When you think about your sessions, does the “therapeutic” part end when the client gets off the table?
The therapeutic part of your session starts with the intake, not when you put your hands on the client. The intake is where you begin interacting with the client as your therapeutic professional self. Asking questions, gaining clarity, and most importantly planning the session. What, therapeutically, are you going to do to help the client achieve their goals today?
The hands-on part of the session is an education for you and the client about what the body can do and will accept.
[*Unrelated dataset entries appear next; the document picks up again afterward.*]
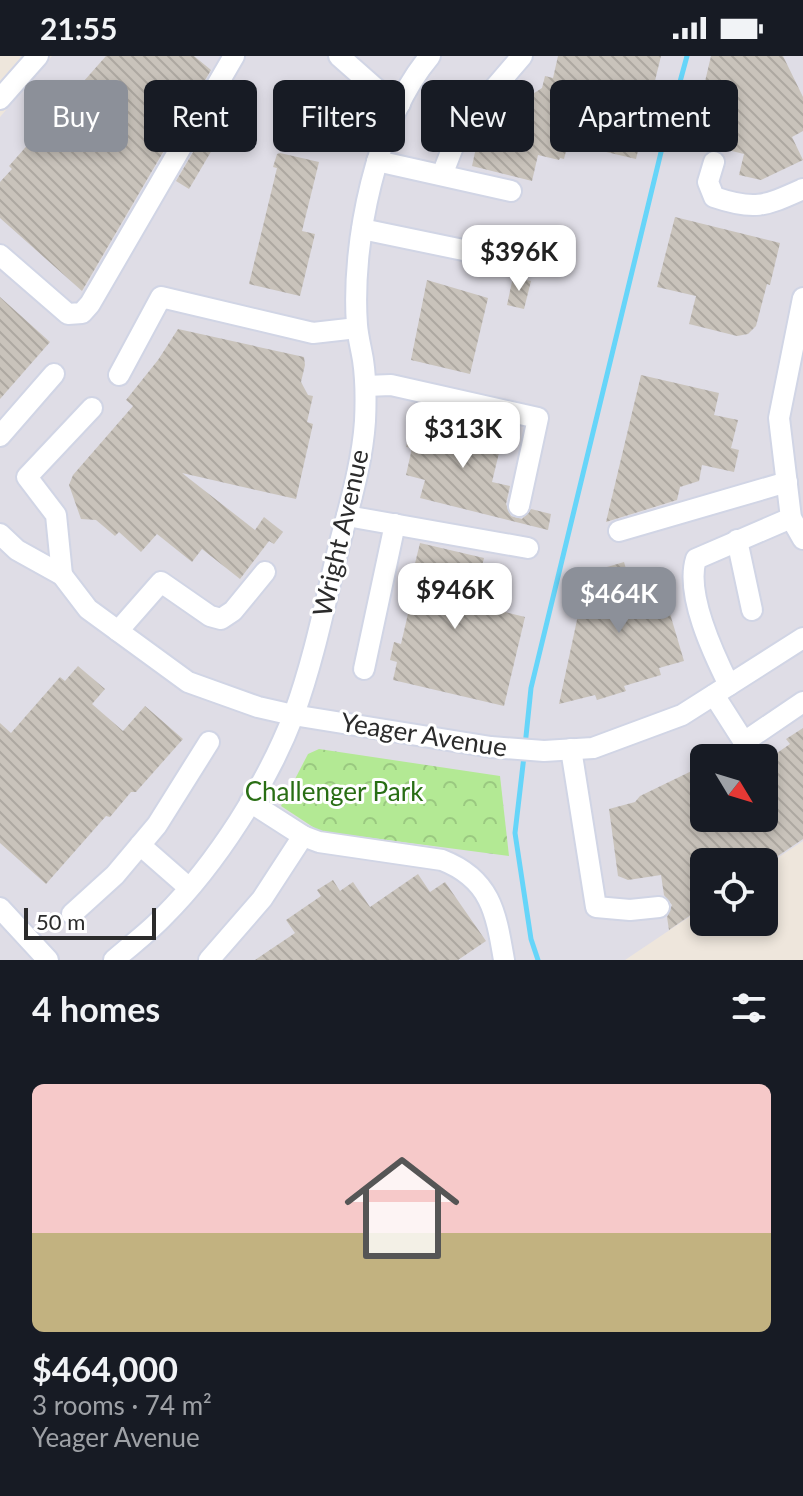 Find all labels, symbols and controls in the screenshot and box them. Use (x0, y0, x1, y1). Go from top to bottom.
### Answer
text: 21:55 (40, 10, 117, 46)
chip: Buy (24, 80, 128, 152)
chip: Rent (144, 80, 257, 152)
chip: Filters (273, 80, 405, 152)
chip: New (421, 80, 534, 152)
chip: Apartment (550, 80, 738, 152)
pin: $396K (463, 225, 575, 293)
text: $396K (480, 235, 558, 267)
pin: $313K (407, 402, 519, 470)
text: $313K (424, 412, 502, 444)
street label: Wright Avenue (305, 446, 375, 619)
pin: $946K (399, 563, 511, 631)
pin: $464K (563, 567, 675, 635)
text: $946K (416, 573, 494, 605)
text: $464K (580, 577, 658, 609)
street label: Yeager Avenue (339, 705, 510, 763)
north arrow (690, 744, 778, 832)
map controls (690, 744, 778, 936)
park label: Challenger Park (245, 775, 424, 807)
button: locate (690, 848, 778, 936)
scale bar (24, 904, 156, 940)
text: 50 m (36, 908, 85, 935)
icon: filters (727, 986, 771, 1030)
text: 4 homes (32, 988, 160, 1029)
icon: home (330, 1136, 474, 1280)
text: $464,000 (32, 1348, 178, 1389)
text: 3 rooms · 74 m² (32, 1389, 212, 1421)
text: Yeager Avenue (32, 1421, 200, 1453) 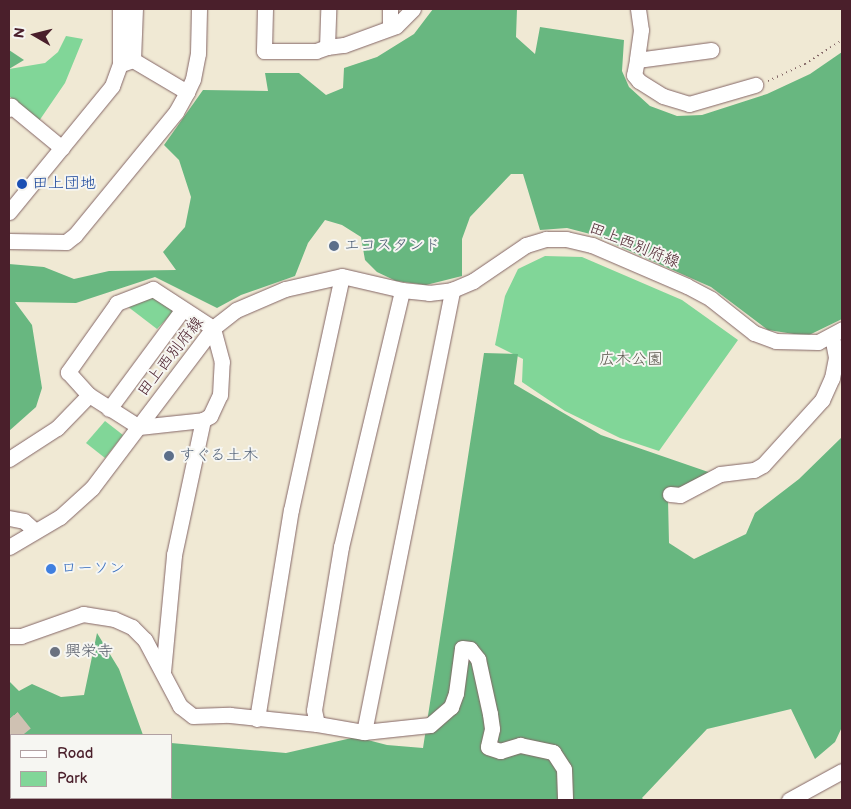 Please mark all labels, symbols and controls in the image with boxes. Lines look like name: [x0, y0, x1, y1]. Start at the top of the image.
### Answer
north arrow: [10, 10, 60, 60]
text: N: [11, 26, 29, 39]
place label: 田上団地: [32, 174, 96, 194]
marker: 田上団地: [16, 178, 28, 190]
street label: 田上西別府線: [586, 219, 682, 273]
place label: エコスタンド: [344, 236, 440, 256]
marker: エコスタンド: [328, 240, 340, 252]
street label: 田上西別府線: [134, 313, 208, 401]
park label: 広木公園: [599, 350, 663, 370]
place label: すぐる土木: [179, 446, 259, 466]
marker: すぐる土木: [163, 450, 175, 462]
place label: ローソン: [61, 559, 125, 579]
marker: ローソン: [45, 563, 57, 575]
place label: 興栄寺: [65, 642, 113, 662]
marker: 興栄寺: [49, 646, 61, 658]
legend: [10, 734, 172, 799]
text: Road: [57, 744, 93, 763]
text: Park: [57, 769, 87, 788]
Then we get to the end of the therapeutic session — after they get off the table — where you talk with the client about what you learned in the session from their body, how they experienced your professional therapeutic work, and where the client goes from here. Depending on the goals they came in with and what *they* learned about their body during the session, that can play out several ways:
* Goals met, no more sessions
* Goals met, self-care / homework suggested
* Goals met and client would like to do this again. Offer to book session today as a convenience so client doesn’t have to remember it when they get home
* Discovering that the goals can’t be met in one session, discuss how to move forward with more massage sessions. Offer, as a convenience, to book those sessions today to ensure the client gets what they need when they need it
* Discovering goals can’t be met by you, refer to another practitioner (MT, chiro, PT, dentist, MD, etc.)
Notice that in NONE OF THESE did I suggest that “MT realizes they could make more money off this client so they push re-booking”. Because re-booking, when done professionally and from within a therapeutic relationship, isn’t about you making more $$$$$$. It’s about you doing what you’ve been doing since they walked in the door — giving them your best professional attention and advice, which may include more sessions to achieve their therapeutic goals OR as an act of hospitality.
QUIT talking about re-booking as an activity focused on your profits. QUIT thinking about it as a way to grow your income. HONOR it as the necessary wrap-up of your professional therapeutic responsibilities to your client and as an act of hospitality-based customer service.